For corporate sponsorship opportunies, please visit our corporate sponsorship page.
Tuition scholarships for computationally-oriented students are being sponsored by the North American chapter of the Association for Computational Linguistics.
For a full list of all Institute courses, please follow the Courses link on the left.
Course registration will open on Friday, January 19th. You must go through the process of administrative registration before you can register for courses.
Dan Jurafsky, Christopher Manning (T/F 3:45-5:30 PM)
Lecture series on industry applications of computational linguistics, natural language processing, and speech and dialogue processing. Lectures will be given by industry professionals. You will have a chance to hear what computational linguists are doing in industry, the problems they get to work on, and their advice on how you should prepare yourself if you're interested in computational linguistics in industry.
Course Areas: Computational Linguistics
Prerequisites: Recommended but not required: concurrent enrollment in other computational linguistics course(s).
Martha Palmer (M/TH 3:45-5:30 PM)
One of the great challenges of Natural Language Processing is the multitude of choices that language gives us for expressing the same thing in different ways, whether we are considering translations into other languages, or simply paraphrases within the same language. In this course we will examine several different styles of semantic representation that have been proposed by different researchers, often with the goal of creating a more abstract representation that could match several different paraphrases or even translations. We will investigate the inherent difficulties in defining these representations as well as their potential utility in different types of NLP applications.
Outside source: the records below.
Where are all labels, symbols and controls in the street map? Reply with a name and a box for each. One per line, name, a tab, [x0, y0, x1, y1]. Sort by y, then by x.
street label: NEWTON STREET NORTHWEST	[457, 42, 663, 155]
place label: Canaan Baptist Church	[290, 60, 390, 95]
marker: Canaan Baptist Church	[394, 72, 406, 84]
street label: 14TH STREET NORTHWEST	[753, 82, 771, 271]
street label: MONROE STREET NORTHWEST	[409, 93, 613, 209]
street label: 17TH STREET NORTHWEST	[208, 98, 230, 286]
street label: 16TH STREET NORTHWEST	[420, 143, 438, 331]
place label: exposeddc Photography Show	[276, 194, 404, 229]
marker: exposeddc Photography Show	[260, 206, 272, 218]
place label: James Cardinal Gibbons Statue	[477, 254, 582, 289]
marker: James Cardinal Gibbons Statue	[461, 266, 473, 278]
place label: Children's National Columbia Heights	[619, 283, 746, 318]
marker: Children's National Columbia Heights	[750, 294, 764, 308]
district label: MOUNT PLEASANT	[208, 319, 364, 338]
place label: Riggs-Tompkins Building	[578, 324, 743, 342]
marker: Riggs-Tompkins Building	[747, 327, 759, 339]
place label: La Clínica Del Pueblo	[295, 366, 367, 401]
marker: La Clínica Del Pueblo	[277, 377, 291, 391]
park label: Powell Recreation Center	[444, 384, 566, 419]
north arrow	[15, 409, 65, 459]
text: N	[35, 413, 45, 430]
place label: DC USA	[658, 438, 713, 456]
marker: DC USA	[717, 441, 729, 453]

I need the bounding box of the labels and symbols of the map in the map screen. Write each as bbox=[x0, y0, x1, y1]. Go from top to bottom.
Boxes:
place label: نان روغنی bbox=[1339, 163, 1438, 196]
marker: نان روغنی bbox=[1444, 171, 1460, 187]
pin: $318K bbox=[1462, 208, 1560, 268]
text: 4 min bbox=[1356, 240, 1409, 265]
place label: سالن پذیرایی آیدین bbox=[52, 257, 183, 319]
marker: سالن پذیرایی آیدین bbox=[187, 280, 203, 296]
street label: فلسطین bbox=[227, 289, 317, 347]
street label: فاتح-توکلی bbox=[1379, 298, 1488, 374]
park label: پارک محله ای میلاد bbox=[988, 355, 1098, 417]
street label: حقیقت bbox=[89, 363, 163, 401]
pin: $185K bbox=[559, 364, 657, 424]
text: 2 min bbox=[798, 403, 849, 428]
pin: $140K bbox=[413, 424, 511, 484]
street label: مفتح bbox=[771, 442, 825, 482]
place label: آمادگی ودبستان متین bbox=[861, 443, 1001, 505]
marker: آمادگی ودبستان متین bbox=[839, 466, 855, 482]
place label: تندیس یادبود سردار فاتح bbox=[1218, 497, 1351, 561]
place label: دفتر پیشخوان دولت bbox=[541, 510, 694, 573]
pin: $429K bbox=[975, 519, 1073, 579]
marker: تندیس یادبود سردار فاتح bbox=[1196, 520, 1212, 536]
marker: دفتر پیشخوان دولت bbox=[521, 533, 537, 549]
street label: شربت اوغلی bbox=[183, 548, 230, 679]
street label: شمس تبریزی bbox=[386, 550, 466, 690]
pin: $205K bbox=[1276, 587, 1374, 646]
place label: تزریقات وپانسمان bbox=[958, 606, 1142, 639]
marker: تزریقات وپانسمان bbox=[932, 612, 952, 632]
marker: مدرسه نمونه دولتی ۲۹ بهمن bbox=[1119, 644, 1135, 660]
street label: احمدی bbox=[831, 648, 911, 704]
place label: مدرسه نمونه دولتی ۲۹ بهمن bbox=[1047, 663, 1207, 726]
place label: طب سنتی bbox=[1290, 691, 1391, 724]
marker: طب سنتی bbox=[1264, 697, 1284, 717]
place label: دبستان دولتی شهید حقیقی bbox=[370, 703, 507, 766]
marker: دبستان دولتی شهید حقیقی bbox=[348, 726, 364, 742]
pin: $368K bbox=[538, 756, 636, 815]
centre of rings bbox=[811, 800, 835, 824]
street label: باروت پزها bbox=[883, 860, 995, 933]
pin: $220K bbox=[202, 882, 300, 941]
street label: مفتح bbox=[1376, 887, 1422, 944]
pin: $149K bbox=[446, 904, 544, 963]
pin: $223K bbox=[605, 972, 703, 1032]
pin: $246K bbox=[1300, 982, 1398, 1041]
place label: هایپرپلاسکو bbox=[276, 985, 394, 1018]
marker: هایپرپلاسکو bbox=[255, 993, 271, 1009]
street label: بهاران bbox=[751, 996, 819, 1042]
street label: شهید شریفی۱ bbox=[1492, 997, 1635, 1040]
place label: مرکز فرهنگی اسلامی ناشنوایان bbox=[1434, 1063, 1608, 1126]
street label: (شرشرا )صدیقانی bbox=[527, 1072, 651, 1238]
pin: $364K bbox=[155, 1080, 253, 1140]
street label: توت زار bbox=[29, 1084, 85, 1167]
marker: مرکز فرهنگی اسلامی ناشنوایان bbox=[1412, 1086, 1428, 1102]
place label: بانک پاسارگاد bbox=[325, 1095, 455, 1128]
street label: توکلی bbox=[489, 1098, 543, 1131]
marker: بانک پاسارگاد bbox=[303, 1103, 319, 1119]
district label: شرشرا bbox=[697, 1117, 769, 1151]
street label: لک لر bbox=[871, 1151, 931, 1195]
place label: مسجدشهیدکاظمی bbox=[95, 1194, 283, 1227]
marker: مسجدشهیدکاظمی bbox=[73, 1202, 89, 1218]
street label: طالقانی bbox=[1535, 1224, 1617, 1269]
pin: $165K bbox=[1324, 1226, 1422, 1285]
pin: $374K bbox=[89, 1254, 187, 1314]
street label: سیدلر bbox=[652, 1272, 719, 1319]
We will explore in particular the use of annotated data and machine learning techniques as an increasingly popular approach to building and making use of both shallow and deep semantic representations, and will also discuss briefly the allure of applying machine learning techniques to text without annotations.
Course Areas: Computational Linguistics, Semantics/Pragmatics
Prerequisites: Undergraduate Semantics and a familiarity with and interest in Natural Language Processing.
Dan Klein (M/TH 1:30-3:15 PM)
This course will present an overview of statistical methods for learning grammar from data. We will start with an introduction to probabilistic models of syntax, considering both their adequacy as linguistic models and their place in language processing systems. We will then discuss how such models can be learned from data. On one extreme, one can learn grammars from fully parsed corpora (very highly specified data which would be unavailable to a human learner). On the other extreme, one can learn grammars from entirely unlabeled streams of words (in some ways a harder task than human learners face). In both cases, surprising amounts of linguistic structure can be induced. We will discuss various attempts at grammar learning systems, why they have variously succeeded or failed, and how they relate to classical learnability arguments.
Course Areas: Computational Linguistics, Empirical Methods, Language Acquisition, Morphology/Syntax
Prerequisites: The course will assume basic knowledge of probability and statistics, as well as some familiarity with basic parsing methods.
Steven Bird, Ewan Klein(M/TH 1:30-3:15 PM)
This course is an introduction to the principal methods and theories in computational linguistics. Topics to be covered include: tokenization, tagging, chunking, grammars, parsing, and semantics. More specialized topics may be added if time is available. The course will have an empirical focus and a strong reliance on annotated linguistic corpora. Laboratory sessions will give participants hands-on experience in writing programs to manipulate and analyze linguistic data, including annotated corpora and language documentation, using the Python programming language and the Natural Language Toolkit (NLTK). Assessment will involve completion of some programming tasks. This course will also be of interest to instructors who are considering adoption of NLTK.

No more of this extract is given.